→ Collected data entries
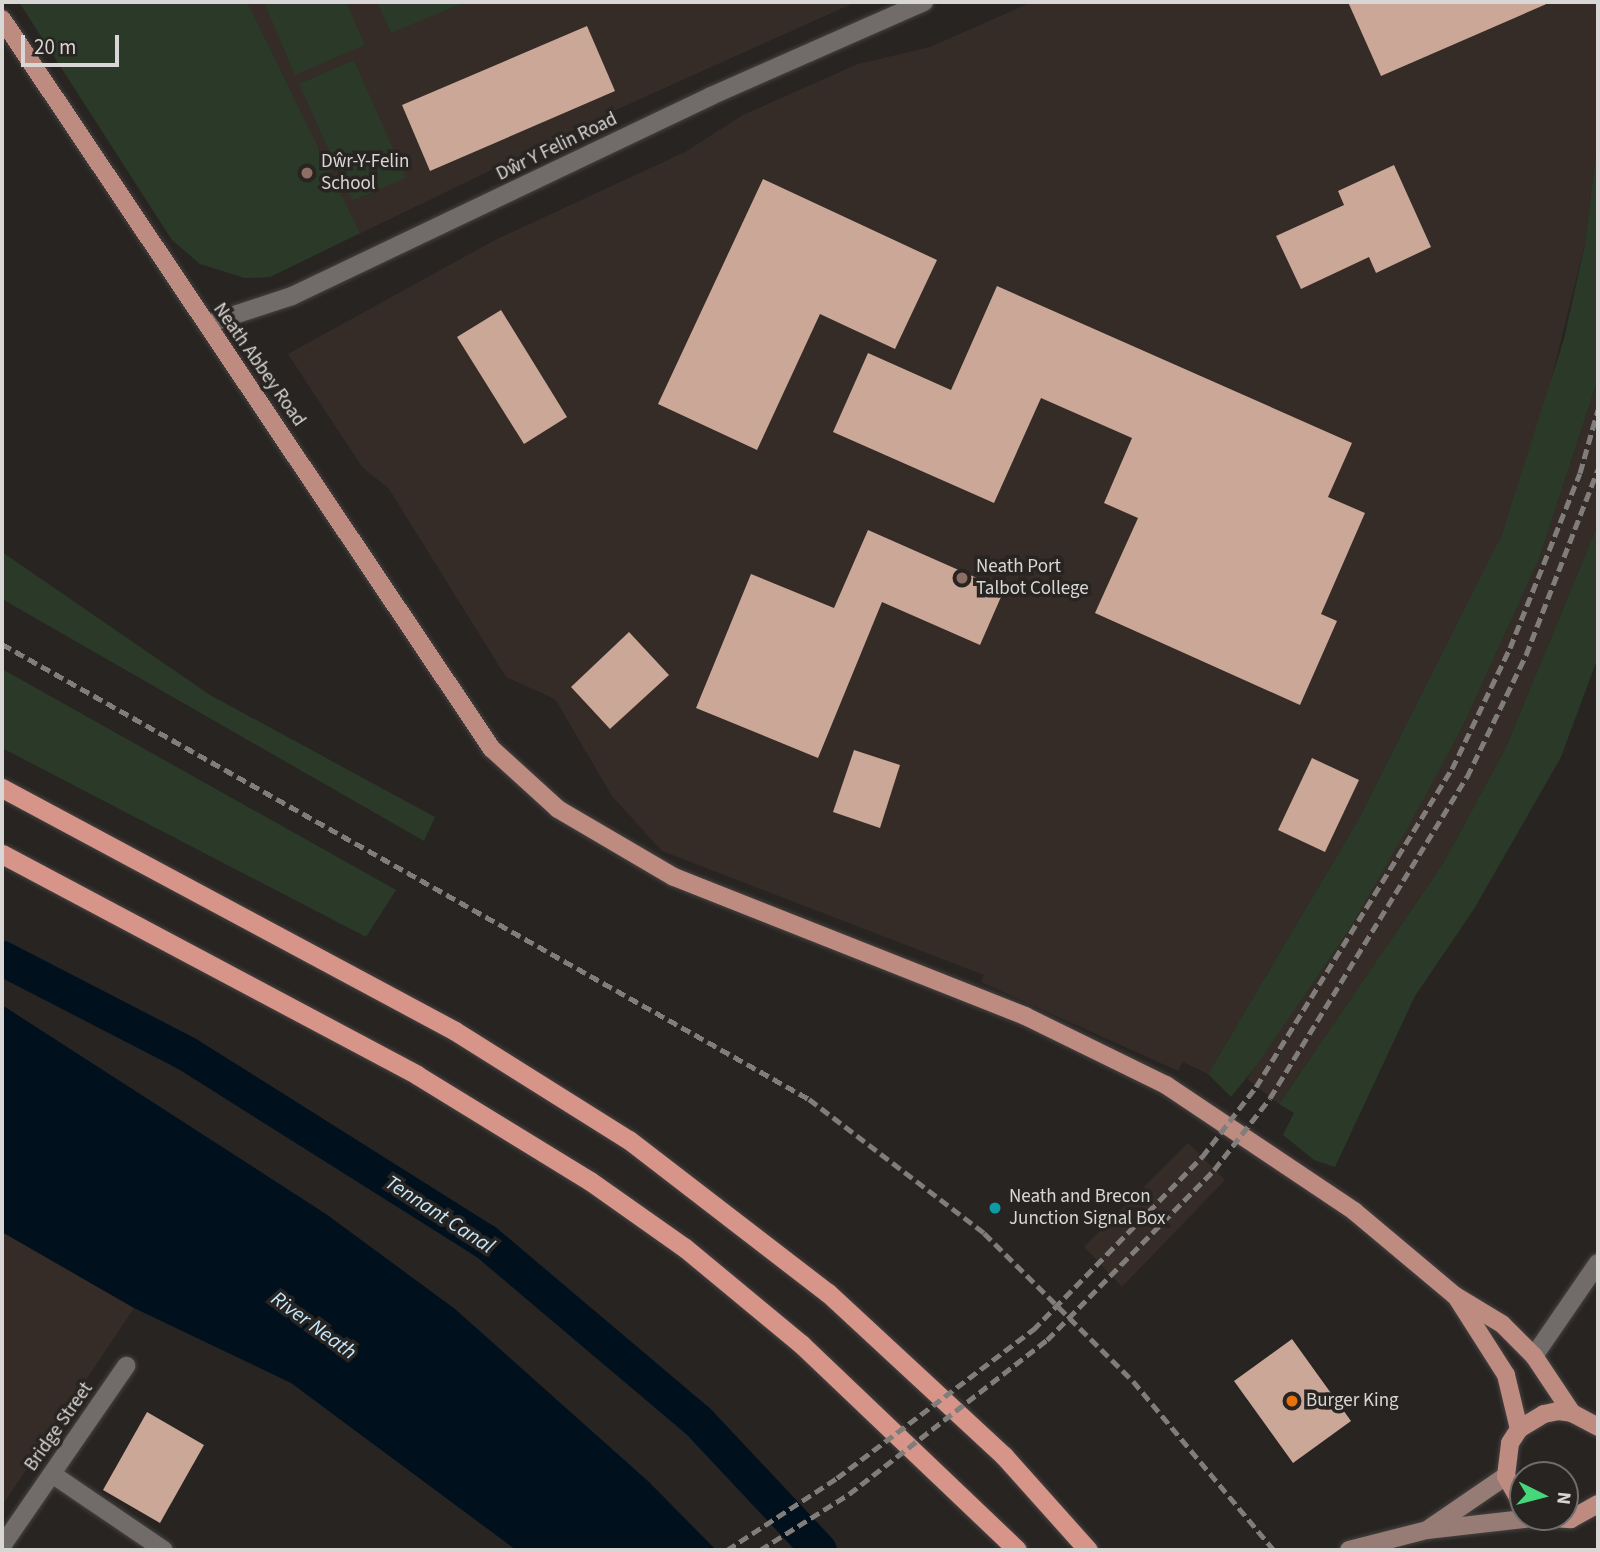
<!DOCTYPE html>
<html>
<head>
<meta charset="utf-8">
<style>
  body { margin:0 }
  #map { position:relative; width:1600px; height:1552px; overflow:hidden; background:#282422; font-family:"Source Sans 3",sans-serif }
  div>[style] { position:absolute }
  .built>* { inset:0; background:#352c27 }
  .green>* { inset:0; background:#2a3928 }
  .water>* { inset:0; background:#00111d }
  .canal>* { height:35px; margin:-17.5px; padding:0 17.5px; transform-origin:17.5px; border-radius:17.5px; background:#00111d }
  .building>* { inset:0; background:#caa796 }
  .roads { filter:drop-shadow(0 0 2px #454240) drop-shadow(0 0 2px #454240) }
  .minor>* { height:18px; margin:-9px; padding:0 9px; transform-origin:9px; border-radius:9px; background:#716c6a }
  .tertiary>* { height:18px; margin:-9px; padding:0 9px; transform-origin:9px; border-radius:9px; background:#716c6a }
  .secondary>* { height:18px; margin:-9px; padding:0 9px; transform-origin:9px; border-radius:9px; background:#977b75 }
  .primary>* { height:18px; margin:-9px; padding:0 9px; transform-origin:9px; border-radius:9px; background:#bd8b80 }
  .trunk>* { height:19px; margin:-9.5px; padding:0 9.5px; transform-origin:9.5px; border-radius:9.5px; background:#d69588 }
  .rail>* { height:5px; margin-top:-2.5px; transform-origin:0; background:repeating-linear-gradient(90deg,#807d7b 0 10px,transparent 0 15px) }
  .dots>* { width:19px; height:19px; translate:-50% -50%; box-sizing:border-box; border:4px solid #282422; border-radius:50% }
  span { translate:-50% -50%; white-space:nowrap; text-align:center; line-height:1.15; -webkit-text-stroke:7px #282422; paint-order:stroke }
  .street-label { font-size:19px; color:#d9d7d5 }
  .poi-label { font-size:19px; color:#d9d7d5 }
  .left { translate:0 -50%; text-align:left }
  .water-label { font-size:21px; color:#c5e9fe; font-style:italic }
  .frame { position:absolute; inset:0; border:4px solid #d9d7d5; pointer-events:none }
  .north { position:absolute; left:1509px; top:1461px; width:70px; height:70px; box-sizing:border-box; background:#282422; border:2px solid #6f6c6a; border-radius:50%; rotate:96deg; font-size:19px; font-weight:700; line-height:28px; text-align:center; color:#d9d7d5 }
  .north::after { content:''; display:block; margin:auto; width:24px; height:32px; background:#46d77a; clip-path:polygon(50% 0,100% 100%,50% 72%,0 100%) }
  .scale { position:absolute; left:21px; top:35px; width:98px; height:32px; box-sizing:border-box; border:4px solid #d9d7d5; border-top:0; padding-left:9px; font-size:21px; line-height:24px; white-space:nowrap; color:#d9d7d5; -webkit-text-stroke:5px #282422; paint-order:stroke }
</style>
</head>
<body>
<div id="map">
  <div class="built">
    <i style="clip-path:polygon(19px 2px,856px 2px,609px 113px,270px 277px,245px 278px,200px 264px,172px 240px)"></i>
    <i style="clip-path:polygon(1032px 2px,1598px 2px,1598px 137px,1585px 244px,1541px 420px,1502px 534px,1358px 820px,1208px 1074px,1183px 1062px,1178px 1071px,981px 982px,984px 975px,662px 851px,612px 796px,555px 699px,506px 677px,389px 489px,362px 467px,288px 354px,495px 240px,685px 152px,743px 115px,858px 64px,930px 47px)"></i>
    <i style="clip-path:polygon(1598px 379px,1598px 524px,1506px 747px,1444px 862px,1279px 1104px,1247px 1079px,1349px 930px,1464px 724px,1539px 559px)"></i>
    <i style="clip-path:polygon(1188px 1143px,1225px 1180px,1122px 1287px,1084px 1247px)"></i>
    <i style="clip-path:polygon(2px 1232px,134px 1308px,2px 1506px)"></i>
  </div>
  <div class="green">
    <i style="clip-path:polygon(19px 2px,247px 2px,360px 233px,270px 277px,245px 278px,200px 264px,172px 240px)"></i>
    <i style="clip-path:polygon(264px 2px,346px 2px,365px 45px,295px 75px)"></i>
    <i style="clip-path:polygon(377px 2px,460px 2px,461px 4px,391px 33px)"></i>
    <i style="clip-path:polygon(354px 60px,406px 178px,352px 201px,299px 84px)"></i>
    <i style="clip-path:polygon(1598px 137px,1598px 379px,1539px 559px,1464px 724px,1407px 829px,1349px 930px,1257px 1065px,1231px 1097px,1208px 1074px,1358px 820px,1502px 534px,1564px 339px,1585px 244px)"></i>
    <i style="clip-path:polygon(1598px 524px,1598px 657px,1561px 757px,1474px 909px,1415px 996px,1335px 1167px,1314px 1160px,1283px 1135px,1294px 1113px,1279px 1104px,1444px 862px,1506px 747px)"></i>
    <i style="clip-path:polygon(2px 552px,210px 695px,435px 817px,424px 841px,2px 599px)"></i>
    <i style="clip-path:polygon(2px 669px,396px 890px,366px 937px,2px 748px)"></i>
  </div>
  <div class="water">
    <i style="clip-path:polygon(2px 1005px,326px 1214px,455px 1309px,649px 1482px,716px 1550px,516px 1550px,291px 1383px,134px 1308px,2px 1232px)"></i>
  </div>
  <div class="canal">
    <i style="left:2px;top:958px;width:207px;rotate:27.3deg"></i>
    <i style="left:186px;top:1053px;width:353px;rotate:32.2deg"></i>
    <i style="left:485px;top:1241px;width:277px;rotate:40.2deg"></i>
    <i style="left:697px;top:1420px;width:178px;rotate:46.8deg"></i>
  </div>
  <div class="building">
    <i style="clip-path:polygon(1348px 2px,1551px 2px,1381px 76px)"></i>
    <i style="clip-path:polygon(587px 26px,615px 91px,430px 171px,402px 105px)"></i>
    <i style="clip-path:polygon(1394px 165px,1431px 247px,1376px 273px,1369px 257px,1301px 289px,1276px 236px,1344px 205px,1338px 191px)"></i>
    <i style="clip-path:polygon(763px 179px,937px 260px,895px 349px,820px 314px,757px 450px,658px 404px)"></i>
    <i style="clip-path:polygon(997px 286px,1352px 443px,1328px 497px,1365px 513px,1321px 614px,1337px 621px,1300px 705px,1095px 613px,1138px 518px,1104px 503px,1132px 438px,1041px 398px,994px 503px,833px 432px,868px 353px,951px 390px)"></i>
    <i style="clip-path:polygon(501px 310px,567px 417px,524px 444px,457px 337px)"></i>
    <i style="clip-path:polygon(868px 530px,1004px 590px,980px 645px,882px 602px,818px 758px,696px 708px,751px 574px,834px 608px)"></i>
    <i style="clip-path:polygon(629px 632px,669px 675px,610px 729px,571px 687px)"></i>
    <i style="clip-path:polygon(854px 750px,900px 765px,880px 828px,833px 812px)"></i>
    <i style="clip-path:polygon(1312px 758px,1359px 780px,1325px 852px,1278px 830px)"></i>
    <i style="clip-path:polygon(1292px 1339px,1351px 1421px,1293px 1463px,1234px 1381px)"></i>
    <i style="clip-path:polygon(147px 1412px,204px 1445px,160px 1523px,103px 1490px)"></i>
  </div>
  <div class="roads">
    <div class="minor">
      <i style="left:1534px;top:1356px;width:113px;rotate:-55.5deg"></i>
      <i style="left:52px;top:1474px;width:135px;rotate:34.2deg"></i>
      <i style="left:2px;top:1546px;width:219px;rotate:-55.4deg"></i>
    </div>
    <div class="tertiary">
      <i style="left:207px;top:324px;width:89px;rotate:-18.2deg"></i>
      <i style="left:292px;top:296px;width:464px;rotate:-25.5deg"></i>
      <i style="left:711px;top:96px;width:233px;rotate:-23.8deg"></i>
    </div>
    <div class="secondary">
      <i style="left:1430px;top:1528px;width:92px;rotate:-34.4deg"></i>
      <i style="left:1349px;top:1550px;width:81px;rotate:-14.4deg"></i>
      <i style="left:1427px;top:1530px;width:115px;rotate:-6.5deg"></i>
    </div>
    <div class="primary">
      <i style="left:2px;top:19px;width:879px;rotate:56.13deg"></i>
      <i style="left:492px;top:749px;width:89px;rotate:42.3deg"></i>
      <i style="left:558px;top:809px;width:134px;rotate:30.4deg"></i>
      <i style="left:674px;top:877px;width:378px;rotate:21.6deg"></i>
      <i style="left:1025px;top:1016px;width:157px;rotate:26.1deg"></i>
      <i style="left:1166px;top:1085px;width:226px;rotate:33.8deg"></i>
      <i style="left:1354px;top:1211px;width:131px;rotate:40deg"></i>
      <i style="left:1454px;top:1295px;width:56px;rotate:31.1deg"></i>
      <i style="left:1502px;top:1324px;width:45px;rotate:45deg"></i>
      <i style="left:1534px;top:1356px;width:69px;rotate:56.3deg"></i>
      <i style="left:1457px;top:1298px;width:91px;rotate:57.5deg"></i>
      <i style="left:1506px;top:1375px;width:56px;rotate:76.5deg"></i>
      <i style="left:1523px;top:1506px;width:34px;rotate:-120deg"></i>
      <i style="left:1506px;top:1476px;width:33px;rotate:-83deg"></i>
      <i style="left:1510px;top:1443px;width:17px;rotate:-57deg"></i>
      <i style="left:1519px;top:1429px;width:29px;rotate:-31deg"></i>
      <i style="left:1544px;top:1414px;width:14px;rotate:-12deg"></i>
      <i style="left:1558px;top:1411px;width:14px;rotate:8deg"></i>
      <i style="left:1572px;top:1413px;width:30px;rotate:28deg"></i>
      <i style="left:1540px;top:1517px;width:31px;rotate:4deg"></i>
      <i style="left:1571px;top:1519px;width:31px;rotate:-29deg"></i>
    </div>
    <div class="trunk">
      <i style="left:2px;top:788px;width:514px;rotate:28.21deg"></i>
      <i style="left:455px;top:1031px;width:205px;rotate:32.1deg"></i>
      <i style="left:629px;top:1140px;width:251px;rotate:37.6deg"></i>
      <i style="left:828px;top:1293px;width:240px;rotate:42.8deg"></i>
      <i style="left:1004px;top:1456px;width:126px;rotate:48.2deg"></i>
      <i style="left:2px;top:854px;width:470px;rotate:28deg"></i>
      <i style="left:417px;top:1075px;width:203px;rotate:31.5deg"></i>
      <i style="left:590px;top:1181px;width:116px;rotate:35.2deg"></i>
      <i style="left:685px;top:1248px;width:151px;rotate:39.6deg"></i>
      <i style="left:801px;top:1344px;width:298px;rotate:43.6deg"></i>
    </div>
  </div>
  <div class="rail">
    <i style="left:2px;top:644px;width:926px;rotate:29.42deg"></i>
    <i style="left:809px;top:1099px;width:220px;rotate:37.4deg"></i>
    <i style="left:984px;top:1233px;width:210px;rotate:44.8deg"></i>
    <i style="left:1133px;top:1381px;width:220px;rotate:50.2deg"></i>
    <i style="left:727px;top:1550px;width:131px;rotate:-33.2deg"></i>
    <i style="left:837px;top:1478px;width:246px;rotate:-37.1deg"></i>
    <i style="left:1033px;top:1330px;width:242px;rotate:-45.7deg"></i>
    <i style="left:1202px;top:1157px;width:88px;rotate:-52.4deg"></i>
    <i style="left:1256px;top:1087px;width:374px;rotate:-58.4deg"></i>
    <i style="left:1452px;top:769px;width:134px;rotate:-64.4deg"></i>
    <i style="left:1510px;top:648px;width:188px;rotate:-68.2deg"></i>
    <i style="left:1580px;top:473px;width:66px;rotate:-74.1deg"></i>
    <i style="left:760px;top:1550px;width:105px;rotate:-32.2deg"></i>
    <i style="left:849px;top:1494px;width:251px;rotate:-37.9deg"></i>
    <i style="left:1047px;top:1340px;width:238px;rotate:-45.5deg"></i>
    <i style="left:1214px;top:1170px;width:91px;rotate:-52.1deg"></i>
    <i style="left:1270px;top:1098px;width:377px;rotate:-58.5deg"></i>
    <i style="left:1467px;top:777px;width:136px;rotate:-64.2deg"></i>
    <i style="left:1526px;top:655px;width:199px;rotate:-68.8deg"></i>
  </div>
  <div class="dots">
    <i style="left:307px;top:173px;background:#8d6e63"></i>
    <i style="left:962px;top:578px;background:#8d6e63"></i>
    <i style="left:995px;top:1208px;background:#0f9aa8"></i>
    <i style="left:1292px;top:1401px;background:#e8710a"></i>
  </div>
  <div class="street-label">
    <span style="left:557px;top:147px;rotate:-26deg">Dŵr Y Felin Road</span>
    <span style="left:259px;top:365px;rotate:55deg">Neath Abbey Road</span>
    <span style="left:59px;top:1427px;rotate:-55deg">Bridge Street</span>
  </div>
  <div class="poi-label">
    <span class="left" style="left:321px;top:173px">Dŵr-Y-Felin<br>School</span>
    <span class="left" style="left:976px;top:578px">Neath Port<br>Talbot College</span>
    <span class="left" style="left:1009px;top:1208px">Neath and Brecon<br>Junction Signal Box</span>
    <span class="left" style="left:1306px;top:1401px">Burger King</span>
  </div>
  <div class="water-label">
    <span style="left:440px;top:1214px;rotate:33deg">Tennant Canal</span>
    <span style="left:314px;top:1325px;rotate:36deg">River Neath</span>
  </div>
  <div class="frame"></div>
  <div class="north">N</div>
  <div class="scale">20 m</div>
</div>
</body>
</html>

→ WORK TO BE COMPLETED
The answer must be the lines of the entries above, written out exactly from the first through the one with "position:absolute; left:1509px; top:1461px;", and no pictures.

→ EXERCISE ANSWER
<!DOCTYPE html>
<html>
<head>
<meta charset="utf-8">
<style>
  body { margin:0 }
  #map { position:relative; width:1600px; height:1552px; overflow:hidden; background:#282422; font-family:"Source Sans 3",sans-serif }
  div>[style] { position:absolute }
  .built>* { inset:0; background:#352c27 }
  .green>* { inset:0; background:#2a3928 }
  .water>* { inset:0; background:#00111d }
  .canal>* { height:35px; margin:-17.5px; padding:0 17.5px; transform-origin:17.5px; border-radius:17.5px; background:#00111d }
  .building>* { inset:0; background:#caa796 }
  .roads { filter:drop-shadow(0 0 2px #454240) drop-shadow(0 0 2px #454240) }
  .minor>* { height:18px; margin:-9px; padding:0 9px; transform-origin:9px; border-radius:9px; background:#716c6a }
  .tertiary>* { height:18px; margin:-9px; padding:0 9px; transform-origin:9px; border-radius:9px; background:#716c6a }
  .secondary>* { height:18px; margin:-9px; padding:0 9px; transform-origin:9px; border-radius:9px; background:#977b75 }
  .primary>* { height:18px; margin:-9px; padding:0 9px; transform-origin:9px; border-radius:9px; background:#bd8b80 }
  .trunk>* { height:19px; margin:-9.5px; padding:0 9.5px; transform-origin:9.5px; border-radius:9.5px; background:#d69588 }
  .rail>* { height:5px; margin-top:-2.5px; transform-origin:0; background:repeating-linear-gradient(90deg,#807d7b 0 10px,transparent 0 15px) }
  .dots>* { width:19px; height:19px; translate:-50% -50%; box-sizing:border-box; border:4px solid #282422; border-radius:50% }
  span { translate:-50% -50%; white-space:nowrap; text-align:center; line-height:1.15; -webkit-text-stroke:7px #282422; paint-order:stroke }
  .street-label { font-size:19px; color:#d9d7d5 }
  .poi-label { font-size:19px; color:#d9d7d5 }
  .left { translate:0 -50%; text-align:left }
  .water-label { font-size:21px; color:#c5e9fe; font-style:italic }
  .frame { position:absolute; inset:0; border:4px solid #d9d7d5; pointer-events:none }
  .north { position:absolute; left:1509px; top:1461px; width:70px; height:70px; box-sizing:border-box; background:#282422; border:2px solid #6f6c6a; border-radius:50%; rotate:96deg; font-size:19px; font-weight:700; line-height:28px; text-align:center; color:#d9d7d5 }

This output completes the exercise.